In this case, I put the headset through its paces with several genres of music, some movie clips and a few different games. This helps judge a wide range of frequencies and scenarios for usage. On top of this, long term comfort is also tested as overall these activities took several hours to complete.
The headset itself is well-constructed, with everything feeling solid and sturdy. The mic connects securely, with a tab ensuring that not only does it connect in only one direction, but it does not rotate or disconnect. The mic is well positioned by default, and the boom bends well, but has a little difficulty twisting towards the mouth due to the locking mechanism.
The wiring is slightly convoluted to put everything together, but the process for each system is roughly as follows:
PC – USB connector hooked up to USB port, 3.5mm connector hooked up to 3.5mm audio output jack.
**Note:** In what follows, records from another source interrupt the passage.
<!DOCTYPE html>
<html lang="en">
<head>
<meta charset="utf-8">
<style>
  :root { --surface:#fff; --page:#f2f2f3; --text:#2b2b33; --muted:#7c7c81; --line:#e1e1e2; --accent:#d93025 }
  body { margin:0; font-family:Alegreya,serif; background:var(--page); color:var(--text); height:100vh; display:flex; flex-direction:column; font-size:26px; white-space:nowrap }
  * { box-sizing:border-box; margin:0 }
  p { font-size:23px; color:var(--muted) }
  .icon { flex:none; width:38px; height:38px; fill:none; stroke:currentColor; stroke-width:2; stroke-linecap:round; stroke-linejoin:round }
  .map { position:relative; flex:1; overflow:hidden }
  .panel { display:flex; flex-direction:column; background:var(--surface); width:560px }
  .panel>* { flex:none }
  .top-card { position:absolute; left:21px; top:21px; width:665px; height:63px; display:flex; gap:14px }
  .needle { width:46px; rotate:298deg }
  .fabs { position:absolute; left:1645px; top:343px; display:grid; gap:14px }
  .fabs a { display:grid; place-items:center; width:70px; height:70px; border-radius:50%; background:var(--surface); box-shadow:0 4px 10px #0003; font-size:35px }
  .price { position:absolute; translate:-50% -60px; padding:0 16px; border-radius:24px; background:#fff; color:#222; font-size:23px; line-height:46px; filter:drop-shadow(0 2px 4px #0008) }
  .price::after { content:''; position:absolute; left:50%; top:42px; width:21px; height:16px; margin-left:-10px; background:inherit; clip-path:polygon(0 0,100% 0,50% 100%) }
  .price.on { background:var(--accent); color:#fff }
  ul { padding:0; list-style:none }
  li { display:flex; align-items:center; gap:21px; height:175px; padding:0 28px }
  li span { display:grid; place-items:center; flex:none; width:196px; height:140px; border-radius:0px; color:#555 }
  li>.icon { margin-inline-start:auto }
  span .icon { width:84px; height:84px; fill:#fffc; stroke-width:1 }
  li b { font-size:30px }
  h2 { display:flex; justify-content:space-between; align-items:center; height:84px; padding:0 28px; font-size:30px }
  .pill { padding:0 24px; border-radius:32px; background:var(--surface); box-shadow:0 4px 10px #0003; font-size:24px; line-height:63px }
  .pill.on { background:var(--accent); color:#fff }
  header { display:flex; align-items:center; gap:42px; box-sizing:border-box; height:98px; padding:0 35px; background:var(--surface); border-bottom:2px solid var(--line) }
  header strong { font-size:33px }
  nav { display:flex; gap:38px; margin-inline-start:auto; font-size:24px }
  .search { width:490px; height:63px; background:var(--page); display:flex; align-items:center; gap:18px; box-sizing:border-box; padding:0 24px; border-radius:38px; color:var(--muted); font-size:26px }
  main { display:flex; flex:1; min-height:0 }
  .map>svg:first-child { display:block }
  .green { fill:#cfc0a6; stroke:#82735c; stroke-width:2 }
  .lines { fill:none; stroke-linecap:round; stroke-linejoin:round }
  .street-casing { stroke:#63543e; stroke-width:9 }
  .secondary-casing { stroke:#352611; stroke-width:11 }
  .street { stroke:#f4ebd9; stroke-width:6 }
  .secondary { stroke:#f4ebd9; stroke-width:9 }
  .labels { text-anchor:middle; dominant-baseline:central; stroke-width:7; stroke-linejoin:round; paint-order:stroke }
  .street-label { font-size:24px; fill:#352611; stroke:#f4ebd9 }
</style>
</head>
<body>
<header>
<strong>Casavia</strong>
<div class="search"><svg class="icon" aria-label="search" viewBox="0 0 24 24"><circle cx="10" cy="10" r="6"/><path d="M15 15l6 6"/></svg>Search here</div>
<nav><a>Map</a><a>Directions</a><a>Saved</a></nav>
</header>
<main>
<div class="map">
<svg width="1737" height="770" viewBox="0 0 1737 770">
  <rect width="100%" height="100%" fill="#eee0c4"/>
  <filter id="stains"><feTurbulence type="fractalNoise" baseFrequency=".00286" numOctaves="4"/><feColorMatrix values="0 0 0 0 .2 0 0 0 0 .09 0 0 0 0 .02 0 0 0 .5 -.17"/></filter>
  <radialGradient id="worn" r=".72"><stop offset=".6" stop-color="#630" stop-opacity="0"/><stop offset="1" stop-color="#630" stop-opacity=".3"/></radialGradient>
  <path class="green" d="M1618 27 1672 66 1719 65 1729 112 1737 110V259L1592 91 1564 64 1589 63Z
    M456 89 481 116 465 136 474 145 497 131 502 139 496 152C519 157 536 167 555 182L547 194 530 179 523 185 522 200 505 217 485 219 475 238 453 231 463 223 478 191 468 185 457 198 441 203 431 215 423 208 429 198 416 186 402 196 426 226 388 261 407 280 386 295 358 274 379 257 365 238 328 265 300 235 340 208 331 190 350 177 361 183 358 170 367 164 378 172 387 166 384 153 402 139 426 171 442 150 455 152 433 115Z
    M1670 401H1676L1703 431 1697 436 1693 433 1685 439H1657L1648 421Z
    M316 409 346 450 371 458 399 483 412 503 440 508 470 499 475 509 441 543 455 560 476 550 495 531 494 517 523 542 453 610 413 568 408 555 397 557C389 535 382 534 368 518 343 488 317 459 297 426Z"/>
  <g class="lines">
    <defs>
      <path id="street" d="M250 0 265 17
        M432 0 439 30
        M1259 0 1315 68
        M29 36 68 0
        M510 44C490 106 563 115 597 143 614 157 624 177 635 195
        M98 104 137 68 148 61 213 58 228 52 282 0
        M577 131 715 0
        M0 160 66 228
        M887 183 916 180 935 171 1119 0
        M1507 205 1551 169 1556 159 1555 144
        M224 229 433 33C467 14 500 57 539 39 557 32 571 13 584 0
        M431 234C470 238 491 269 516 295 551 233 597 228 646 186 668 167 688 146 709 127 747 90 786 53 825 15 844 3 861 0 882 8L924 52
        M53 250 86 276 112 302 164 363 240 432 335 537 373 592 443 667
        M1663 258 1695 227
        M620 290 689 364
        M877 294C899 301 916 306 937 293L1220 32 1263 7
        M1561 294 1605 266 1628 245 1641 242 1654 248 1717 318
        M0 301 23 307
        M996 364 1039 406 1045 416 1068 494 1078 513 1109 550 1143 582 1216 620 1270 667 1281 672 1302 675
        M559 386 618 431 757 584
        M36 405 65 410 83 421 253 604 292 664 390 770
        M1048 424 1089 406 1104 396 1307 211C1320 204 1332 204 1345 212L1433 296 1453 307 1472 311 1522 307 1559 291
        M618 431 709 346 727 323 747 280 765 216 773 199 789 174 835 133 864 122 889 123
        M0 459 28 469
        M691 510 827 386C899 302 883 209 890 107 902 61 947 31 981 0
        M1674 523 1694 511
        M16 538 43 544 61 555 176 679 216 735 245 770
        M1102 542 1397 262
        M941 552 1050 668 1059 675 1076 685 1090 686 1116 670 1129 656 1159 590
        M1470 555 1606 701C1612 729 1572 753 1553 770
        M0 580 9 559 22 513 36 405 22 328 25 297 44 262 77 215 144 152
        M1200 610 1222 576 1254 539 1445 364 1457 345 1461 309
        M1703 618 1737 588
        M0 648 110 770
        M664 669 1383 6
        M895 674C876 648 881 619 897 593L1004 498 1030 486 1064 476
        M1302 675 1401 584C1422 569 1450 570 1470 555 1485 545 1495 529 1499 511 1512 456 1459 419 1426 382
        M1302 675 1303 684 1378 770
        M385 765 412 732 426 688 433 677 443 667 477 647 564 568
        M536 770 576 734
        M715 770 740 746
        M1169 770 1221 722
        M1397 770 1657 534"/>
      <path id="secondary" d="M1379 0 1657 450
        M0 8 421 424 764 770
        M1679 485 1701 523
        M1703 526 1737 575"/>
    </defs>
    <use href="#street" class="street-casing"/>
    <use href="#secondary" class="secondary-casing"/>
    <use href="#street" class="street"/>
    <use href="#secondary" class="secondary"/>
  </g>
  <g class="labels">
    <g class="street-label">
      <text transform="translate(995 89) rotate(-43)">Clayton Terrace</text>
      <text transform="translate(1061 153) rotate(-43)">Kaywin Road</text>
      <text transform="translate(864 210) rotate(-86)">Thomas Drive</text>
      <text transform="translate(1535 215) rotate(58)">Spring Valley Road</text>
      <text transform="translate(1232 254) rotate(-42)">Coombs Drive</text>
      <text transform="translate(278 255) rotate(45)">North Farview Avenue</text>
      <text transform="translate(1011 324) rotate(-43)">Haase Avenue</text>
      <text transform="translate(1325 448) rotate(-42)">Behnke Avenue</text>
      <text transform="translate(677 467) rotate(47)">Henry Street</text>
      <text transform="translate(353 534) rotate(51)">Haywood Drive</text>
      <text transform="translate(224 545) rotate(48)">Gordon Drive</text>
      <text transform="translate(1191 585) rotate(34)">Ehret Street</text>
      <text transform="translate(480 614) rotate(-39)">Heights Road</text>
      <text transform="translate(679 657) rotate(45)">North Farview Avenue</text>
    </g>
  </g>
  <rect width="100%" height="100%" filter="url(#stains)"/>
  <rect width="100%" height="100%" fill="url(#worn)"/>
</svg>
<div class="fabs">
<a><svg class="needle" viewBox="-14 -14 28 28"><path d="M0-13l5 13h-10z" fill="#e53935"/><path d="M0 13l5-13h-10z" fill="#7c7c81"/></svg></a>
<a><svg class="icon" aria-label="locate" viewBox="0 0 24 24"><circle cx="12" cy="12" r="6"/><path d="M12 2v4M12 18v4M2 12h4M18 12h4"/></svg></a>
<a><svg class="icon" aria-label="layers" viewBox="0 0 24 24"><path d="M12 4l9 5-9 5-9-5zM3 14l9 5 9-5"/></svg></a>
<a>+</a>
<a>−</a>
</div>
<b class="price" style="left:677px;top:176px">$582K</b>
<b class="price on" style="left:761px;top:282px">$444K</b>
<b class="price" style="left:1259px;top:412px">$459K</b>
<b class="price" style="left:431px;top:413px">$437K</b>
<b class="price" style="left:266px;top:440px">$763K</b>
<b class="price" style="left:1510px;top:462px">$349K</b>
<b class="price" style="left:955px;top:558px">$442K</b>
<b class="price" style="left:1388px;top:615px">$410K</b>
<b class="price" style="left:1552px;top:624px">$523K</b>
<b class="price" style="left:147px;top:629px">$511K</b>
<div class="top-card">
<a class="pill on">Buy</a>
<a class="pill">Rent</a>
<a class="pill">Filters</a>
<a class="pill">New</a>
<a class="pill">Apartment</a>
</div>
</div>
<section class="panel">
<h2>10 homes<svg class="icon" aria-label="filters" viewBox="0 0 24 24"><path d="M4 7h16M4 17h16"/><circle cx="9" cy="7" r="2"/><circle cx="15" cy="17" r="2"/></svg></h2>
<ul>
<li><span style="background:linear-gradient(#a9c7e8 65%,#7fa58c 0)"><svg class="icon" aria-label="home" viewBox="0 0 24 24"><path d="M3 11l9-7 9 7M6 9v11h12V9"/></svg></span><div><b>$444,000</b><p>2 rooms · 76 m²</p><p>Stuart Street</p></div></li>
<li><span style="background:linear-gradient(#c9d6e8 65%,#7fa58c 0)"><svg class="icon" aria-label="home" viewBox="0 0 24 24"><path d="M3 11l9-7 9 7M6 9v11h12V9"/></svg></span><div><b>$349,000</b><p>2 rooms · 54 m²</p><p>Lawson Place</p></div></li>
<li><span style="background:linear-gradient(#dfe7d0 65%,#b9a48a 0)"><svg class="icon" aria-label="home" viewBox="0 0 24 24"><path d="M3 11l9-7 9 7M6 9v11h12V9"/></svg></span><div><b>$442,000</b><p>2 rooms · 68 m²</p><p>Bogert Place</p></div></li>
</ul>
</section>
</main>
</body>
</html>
PS3 – USB connector hooked up to PS3 USB port, 3.5mm connector connected up to 3.5mm input on peripheral cable, audio cables plugged into peripheral cable, peripheral cable hooked into PS3 audio ports.
Xbox 360 – USB connector hooked up to XBox 360 USB port, 3.5mm hooked up to 3.5mm input on peripheral cable, audio cables hooked into peripheral cable, peripheral cable plugged into XBox 360 audio ports, second peripheral cable connected between XBox controller and in-line headset controller.
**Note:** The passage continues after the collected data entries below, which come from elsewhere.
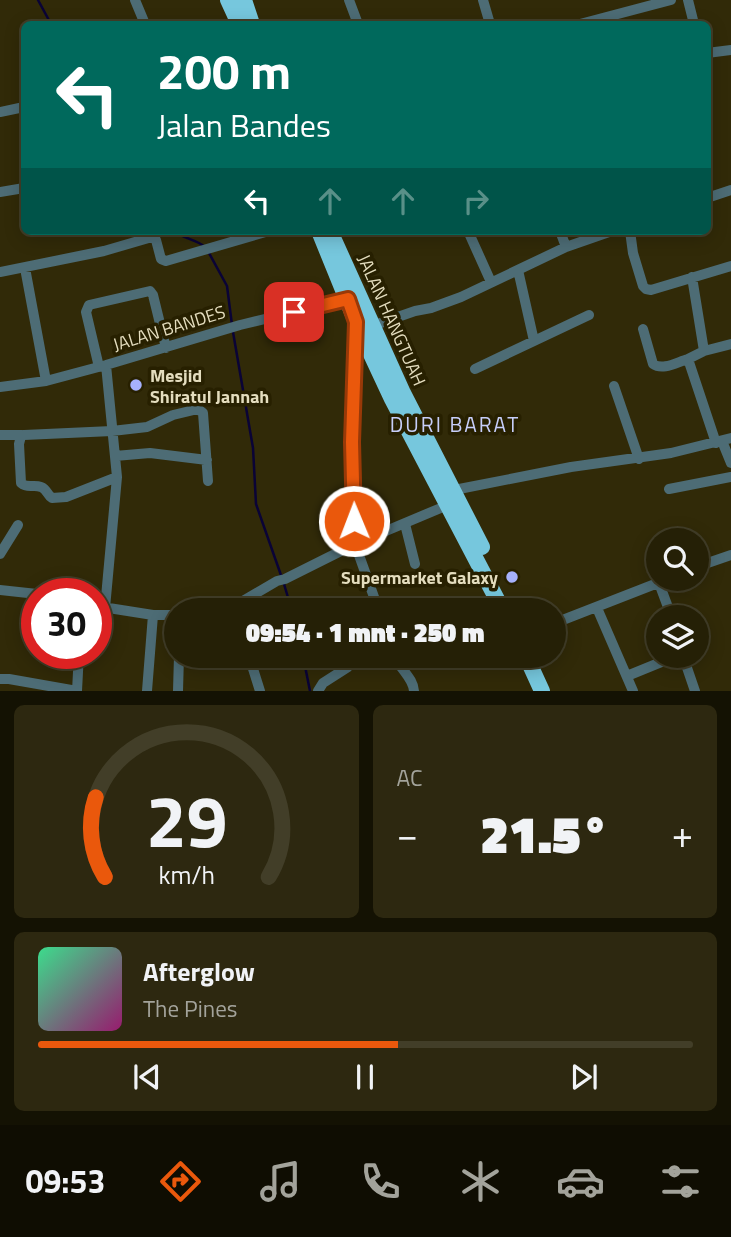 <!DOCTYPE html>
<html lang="id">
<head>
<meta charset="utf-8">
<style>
	body { margin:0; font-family:"Titillium Web",sans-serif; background:#2d2810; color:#f1f3f6; height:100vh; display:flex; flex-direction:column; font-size:26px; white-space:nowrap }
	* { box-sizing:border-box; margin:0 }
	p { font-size:23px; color:#a3a39b }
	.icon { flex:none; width:38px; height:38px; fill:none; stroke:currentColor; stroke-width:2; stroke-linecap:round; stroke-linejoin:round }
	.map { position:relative; height:691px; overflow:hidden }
	.sheet { display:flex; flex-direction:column; gap:14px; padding:14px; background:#141203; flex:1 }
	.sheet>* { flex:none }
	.guide { position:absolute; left:21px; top:21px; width:690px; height:214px; border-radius:10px; box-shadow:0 4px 18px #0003,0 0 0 2px #423e28; background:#00695c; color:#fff; overflow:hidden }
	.controls { position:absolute; left:646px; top:528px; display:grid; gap:14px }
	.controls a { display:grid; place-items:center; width:63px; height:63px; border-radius:50%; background:#252006; box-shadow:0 4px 18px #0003,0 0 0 2px #423e28; font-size:35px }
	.speed { position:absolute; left:21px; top:578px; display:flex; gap:14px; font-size:35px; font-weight:700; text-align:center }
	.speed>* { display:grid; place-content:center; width:91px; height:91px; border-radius:50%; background:#252006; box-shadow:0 4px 18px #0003,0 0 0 2px #423e28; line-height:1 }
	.speed .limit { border:10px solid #d22; background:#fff; color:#111 }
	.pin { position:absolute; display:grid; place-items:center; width:60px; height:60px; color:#fff; margin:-30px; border-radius:14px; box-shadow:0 4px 10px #0006 }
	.me { position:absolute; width:77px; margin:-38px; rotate:359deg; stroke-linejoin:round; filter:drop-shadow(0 0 5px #0008) }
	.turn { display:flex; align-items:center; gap:24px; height:147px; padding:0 21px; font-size:32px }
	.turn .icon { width:91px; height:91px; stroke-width:2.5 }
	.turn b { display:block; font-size:49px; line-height:60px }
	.lanes { display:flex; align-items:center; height:66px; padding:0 21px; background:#0003; justify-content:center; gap:35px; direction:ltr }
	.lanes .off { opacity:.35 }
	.big { font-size:52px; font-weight:800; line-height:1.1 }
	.sheet .card { flex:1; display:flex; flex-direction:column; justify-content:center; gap:10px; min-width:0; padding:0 24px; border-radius:10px; background:#2d2810 }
	.sheet .dial { align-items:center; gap:0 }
	.dial svg { height:182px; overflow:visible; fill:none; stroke:#423e28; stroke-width:7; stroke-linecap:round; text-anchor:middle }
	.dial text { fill:#f1f3f6; stroke:none }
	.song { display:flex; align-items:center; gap:21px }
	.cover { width:84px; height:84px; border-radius:10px; background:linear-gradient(135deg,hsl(150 70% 55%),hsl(320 70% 35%)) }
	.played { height:7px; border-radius:4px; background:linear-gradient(90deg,#ea580c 55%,#423e28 55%) }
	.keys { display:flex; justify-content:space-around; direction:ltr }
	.heat { display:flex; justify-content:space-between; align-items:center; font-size:38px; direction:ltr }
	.sheet .tiles { flex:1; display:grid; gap:14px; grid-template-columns:1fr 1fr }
	.card:last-child { grid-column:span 2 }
	.trip { position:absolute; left:164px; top:598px; width:402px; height:70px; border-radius:35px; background:#252006; box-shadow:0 4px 18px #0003,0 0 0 2px #423e28; font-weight:800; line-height:70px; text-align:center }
	.menu { display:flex; height:112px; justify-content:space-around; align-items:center; background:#0f0d02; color:#a3a39b }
	.menu .icon { width:49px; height:49px }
	.menu .on { color:#ea580c }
	.menu b { font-size:32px; color:#f1f3f6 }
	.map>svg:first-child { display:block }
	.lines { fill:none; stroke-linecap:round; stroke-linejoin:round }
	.stream { stroke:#0a0336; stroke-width:2.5 }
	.minor { stroke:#4d6c75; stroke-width:10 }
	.highway { stroke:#76c7dd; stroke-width:16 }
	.route-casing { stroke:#983908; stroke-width:18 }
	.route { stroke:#ea580c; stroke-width:12 }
	.poi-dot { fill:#a6b1fc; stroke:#272000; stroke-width:2.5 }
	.labels { text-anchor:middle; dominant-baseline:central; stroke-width:7; stroke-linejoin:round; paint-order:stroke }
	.street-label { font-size:18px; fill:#e4ddbe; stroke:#272000 }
	.poi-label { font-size:18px; font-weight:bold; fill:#e4ddbe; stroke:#272000; text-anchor:start }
	.quarter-label { font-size:21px; letter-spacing:2px; fill:#c7cef9; stroke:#272000 }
</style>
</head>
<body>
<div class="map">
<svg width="731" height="691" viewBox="0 0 731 691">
	<rect width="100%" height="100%" fill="#312a08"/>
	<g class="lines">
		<!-- stream -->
		<path class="stream" d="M38,0l13,24
			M175,231c8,8 21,8 30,16
			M209,253l18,33 5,39
			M233,332l20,116 3,56 26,74
			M284,584l8,27
			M303,656l7,35"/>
		<!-- minor -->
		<path class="minor" d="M135,0l10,24
			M349,0l9,24
			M483,0l7,24
			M688,0l6,24
			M580,24l91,-24
			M707,53l24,-3
			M0,112l24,-5
			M0,192l24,-4
			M707,198l24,-8
			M468,231l23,51
			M560,231l6,16
			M630,231l3,22 10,33 3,3 5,1 80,-24
			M25,268l21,113
			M0,272l104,-21 48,-14 4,3 5,19 5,2 103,-30
			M692,277l12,74
			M356,325l-4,117 3,102 24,67
			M372,326l43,-15 16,-3 30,-11 105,-50 46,-16
			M643,329l10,35c10,7 24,-2 35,-5
			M534,341l55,-26
			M99,367l-13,-55 3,-7 61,-14 3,4 13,53
			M475,369l59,-28 -16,-71
			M614,386l25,73
			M0,387l46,-6 60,-16 134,-40 108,-26
			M0,435h22
			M722,441l9,22
			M716,443l-28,-84 16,-8 27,-7
			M115,456l35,-3 57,7
			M117,477l-51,20 -14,1c-5,-3 -5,-9 -11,-11 -8,-3 -13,2 -20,-4l-2,-39 2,-8 3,-1 88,-4 35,-4 26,-12 25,-6 5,4 5,68
			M669,489l62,-12
			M454,490l117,-23 100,-14 60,-15
			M405,524l10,40
			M0,554l18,-29
			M696,567l35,-12
			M659,583l13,35
			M0,590l37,4
			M96,606l57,9h24
			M105,608l12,-131 -11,-112
			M597,608l36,83
			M210,611l26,-6 41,-24 8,-2 70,-35 93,-39
			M555,623l113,-44
			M249,656l11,35
			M395,656c5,14 18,21 19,35
			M683,656l12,35
			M627,676l49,-20
			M0,679h9l68,12
			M77,691l2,-38
			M147,691l6,-76
			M178,691l1,-35
			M318,691l5,-8 25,-16"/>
		<!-- highway -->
		<path class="highway" d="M228,0l11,24
			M244,0l8,24
			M319,231l37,91 36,77 111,212
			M330,231l73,162 79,154
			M526,656l16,35"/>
	</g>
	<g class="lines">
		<defs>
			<path id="route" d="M294,312l54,-13 8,23 -4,120 2,79"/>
		</defs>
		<!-- route casing -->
		<use href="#route" class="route-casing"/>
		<!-- route -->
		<use href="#route" class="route"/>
	</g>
	<!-- markers -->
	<g class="poi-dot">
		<circle cx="136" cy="385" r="7"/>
		<circle cx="512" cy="577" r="7"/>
	</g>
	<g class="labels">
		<!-- street labels -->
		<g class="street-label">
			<text transform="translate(392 320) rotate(66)">JALAN HANGTUAH</text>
			<text transform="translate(169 328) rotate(-17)">JALAN BANDES</text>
		</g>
		<!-- poi labels -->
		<g class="poi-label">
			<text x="150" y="375">Mesjid<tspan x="150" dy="21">Shiratul Jannah</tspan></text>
			<text x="498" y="577" text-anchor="end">Supermarket Galaxy</text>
		</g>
		<!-- quarter labels -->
		<g class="quarter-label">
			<text x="455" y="424">DURI BARAT</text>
		</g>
	</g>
</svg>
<div class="controls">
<a><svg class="icon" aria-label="search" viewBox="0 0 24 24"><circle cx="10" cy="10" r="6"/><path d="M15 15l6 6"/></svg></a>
<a><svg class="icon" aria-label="layers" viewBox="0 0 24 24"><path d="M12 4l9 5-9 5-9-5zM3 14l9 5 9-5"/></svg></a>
</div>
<div class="speed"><div class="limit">30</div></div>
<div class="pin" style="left:294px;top:312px;background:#d93025"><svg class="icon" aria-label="arrive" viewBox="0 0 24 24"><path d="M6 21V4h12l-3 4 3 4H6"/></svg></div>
<svg class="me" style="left:354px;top:521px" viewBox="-20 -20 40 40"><circle r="17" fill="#ea580c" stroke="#fff" stroke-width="3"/><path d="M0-11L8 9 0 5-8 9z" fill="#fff"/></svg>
<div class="trip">09:54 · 1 mnt · 250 m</div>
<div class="guide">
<div class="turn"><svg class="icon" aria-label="left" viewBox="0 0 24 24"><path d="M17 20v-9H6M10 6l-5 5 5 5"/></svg><div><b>200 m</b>Jalan Bandes</div></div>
<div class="lanes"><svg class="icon" aria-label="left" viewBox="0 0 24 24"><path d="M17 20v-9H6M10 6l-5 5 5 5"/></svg><svg class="icon off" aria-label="ahead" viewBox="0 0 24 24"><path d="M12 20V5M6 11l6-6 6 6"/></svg><svg class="icon off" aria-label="ahead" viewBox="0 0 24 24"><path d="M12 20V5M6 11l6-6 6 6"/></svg><svg class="icon off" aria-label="right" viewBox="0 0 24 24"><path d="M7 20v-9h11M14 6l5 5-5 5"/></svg></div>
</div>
</div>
<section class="sheet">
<div class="tiles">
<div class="card dial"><svg viewBox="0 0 100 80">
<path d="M14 69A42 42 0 1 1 86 69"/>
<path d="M14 69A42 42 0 0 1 10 34" stroke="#ea580c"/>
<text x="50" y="56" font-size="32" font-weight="700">29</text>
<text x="50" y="72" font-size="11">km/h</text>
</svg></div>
<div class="card"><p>AC</p>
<div class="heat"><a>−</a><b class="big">21.5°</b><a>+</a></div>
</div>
<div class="card">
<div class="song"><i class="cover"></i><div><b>Afterglow</b><p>The Pines</p></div></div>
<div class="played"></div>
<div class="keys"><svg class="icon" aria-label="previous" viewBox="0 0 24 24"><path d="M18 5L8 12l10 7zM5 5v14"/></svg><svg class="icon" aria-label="pause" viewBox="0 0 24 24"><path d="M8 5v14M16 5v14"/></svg><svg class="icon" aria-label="next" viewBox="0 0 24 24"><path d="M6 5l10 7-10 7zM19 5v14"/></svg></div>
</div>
</div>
</section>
<nav class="menu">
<b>09:53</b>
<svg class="icon on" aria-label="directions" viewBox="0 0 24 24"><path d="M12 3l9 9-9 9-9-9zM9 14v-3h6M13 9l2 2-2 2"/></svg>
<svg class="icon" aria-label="music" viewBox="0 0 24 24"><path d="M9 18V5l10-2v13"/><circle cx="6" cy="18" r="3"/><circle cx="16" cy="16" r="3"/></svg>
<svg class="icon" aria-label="phone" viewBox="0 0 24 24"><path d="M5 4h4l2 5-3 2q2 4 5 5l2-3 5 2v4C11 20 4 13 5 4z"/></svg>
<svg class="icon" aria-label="climate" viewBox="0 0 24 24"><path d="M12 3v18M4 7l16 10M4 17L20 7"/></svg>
<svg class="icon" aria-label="car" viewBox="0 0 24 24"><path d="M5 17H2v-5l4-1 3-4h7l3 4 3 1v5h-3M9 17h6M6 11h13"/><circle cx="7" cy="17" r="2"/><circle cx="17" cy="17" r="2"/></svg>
<svg class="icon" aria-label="filters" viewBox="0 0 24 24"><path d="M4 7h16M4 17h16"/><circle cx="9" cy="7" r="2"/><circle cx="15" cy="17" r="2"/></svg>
</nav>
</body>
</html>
Connecting everything up is certainly not insurmountable, particularly with the clear diagrams provided in the quick-start leaflet, but they may take a little bit of work for less technical users.
The headset is extremely comfortable, fitting comfortably over the ears and styled to provide decent padding all around the head, remaining almost unnoticeably comfortable for several hours of testing. There is also a clip on the cable for attaching to a shirt or other place, which takes the weight of the controller, helps keep things in place and takes strain off the cable.
This is definitely a headset geared towards gaming, as the bass is really punchy and in your face. The disadvantage of this though is that the mids and highs suffer a little for it. Overall, the sound profile is decent enough, especially for gaming, though the headset isn’t as isolating as some, letting sounds in and leaking a little out.
While overall I was pleased with the quality of the Sharkoon X-Tatic SP, my only real gripe was that there is a noticeable hiss which appears related to the mic volume and can be heard during quieter periods. It is present but not overwhelming, so generally isn’t too problematic, especially in the heat of battle.
The headset can be found for around £50, which is pretty decent value for money, particularly in light of the multi-platform versatility.